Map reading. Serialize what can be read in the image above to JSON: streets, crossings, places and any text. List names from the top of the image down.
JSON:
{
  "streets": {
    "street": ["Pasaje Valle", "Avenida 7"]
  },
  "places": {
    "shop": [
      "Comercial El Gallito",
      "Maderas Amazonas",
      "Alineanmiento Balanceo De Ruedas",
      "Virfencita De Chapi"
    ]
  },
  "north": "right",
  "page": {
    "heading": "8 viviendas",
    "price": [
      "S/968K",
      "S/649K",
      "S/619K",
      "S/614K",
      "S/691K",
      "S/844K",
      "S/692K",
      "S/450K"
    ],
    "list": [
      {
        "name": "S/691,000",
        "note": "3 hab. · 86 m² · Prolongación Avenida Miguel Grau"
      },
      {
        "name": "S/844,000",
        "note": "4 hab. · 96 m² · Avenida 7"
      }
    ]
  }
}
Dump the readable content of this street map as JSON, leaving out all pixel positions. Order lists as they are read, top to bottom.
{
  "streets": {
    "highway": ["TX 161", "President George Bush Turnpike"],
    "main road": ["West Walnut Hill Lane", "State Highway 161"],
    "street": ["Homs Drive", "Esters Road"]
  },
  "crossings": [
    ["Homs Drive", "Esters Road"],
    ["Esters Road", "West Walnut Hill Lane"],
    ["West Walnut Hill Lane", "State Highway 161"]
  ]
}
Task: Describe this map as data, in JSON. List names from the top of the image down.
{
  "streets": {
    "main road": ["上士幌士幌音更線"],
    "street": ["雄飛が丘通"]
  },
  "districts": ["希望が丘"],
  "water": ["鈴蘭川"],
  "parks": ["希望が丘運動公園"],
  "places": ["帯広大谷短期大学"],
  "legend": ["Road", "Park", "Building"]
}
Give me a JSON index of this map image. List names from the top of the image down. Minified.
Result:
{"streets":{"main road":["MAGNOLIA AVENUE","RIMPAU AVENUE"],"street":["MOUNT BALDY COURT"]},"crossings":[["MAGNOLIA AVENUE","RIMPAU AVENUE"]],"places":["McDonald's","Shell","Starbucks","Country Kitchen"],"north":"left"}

ACTIVITY —
Set down all of the data above, word for word.

ANSWER TO THE PROBLEM —
Map reading. Serialize what can be read in the image above to JSON: streets, crossings, places and any text. List names from the top of the image down.
JSON:
{
  "streets": {
    "street": ["Pasaje Valle", "Avenida 7"]
  },
  "places": {
    "shop": [
      "Comercial El Gallito",
      "Maderas Amazonas",
      "Alineanmiento Balanceo De Ruedas",
      "Virfencita De Chapi"
    ]
  },
  "north": "right",
  "page": {
    "heading": "8 viviendas",
    "price": [
      "S/968K",
      "S/649K",
      "S/619K",
      "S/614K",
      "S/691K",
      "S/844K",
      "S/692K",
      "S/450K"
    ],
    "list": [
      {
        "name": "S/691,000",
        "note": "3 hab. · 86 m² · Prolongación Avenida Miguel Grau"
      },
      {
        "name": "S/844,000",
        "note": "4 hab. · 96 m² · Avenida 7"
      }
    ]
  }
}
Dump the readable content of this street map as JSON, leaving out all pixel positions. Order lists as they are read, top to bottom.
{
  "streets": {
    "highway": ["TX 161", "President George Bush Turnpike"],
    "main road": ["West Walnut Hill Lane", "State Highway 161"],
    "street": ["Homs Drive", "Esters Road"]
  },
  "crossings": [
    ["Homs Drive", "Esters Road"],
    ["Esters Road", "West Walnut Hill Lane"],
    ["West Walnut Hill Lane", "State Highway 161"]
  ]
}
Task: Describe this map as data, in JSON. List names from the top of the image down.
{
  "streets": {
    "main road": ["上士幌士幌音更線"],
    "street": ["雄飛が丘通"]
  },
  "districts": ["希望が丘"],
  "water": ["鈴蘭川"],
  "parks": ["希望が丘運動公園"],
  "places": ["帯広大谷短期大学"],
  "legend": ["Road", "Park", "Building"]
}
Give me a JSON index of this map image. List names from the top of the image down. Minified.
Result:
{"streets":{"main road":["MAGNOLIA AVENUE","RIMPAU AVENUE"],"street":["MOUNT BALDY COURT"]},"crossings":[["MAGNOLIA AVENUE","RIMPAU AVENUE"]],"places":["McDonald's","Shell","Starbucks","Country Kitchen"],"north":"left"}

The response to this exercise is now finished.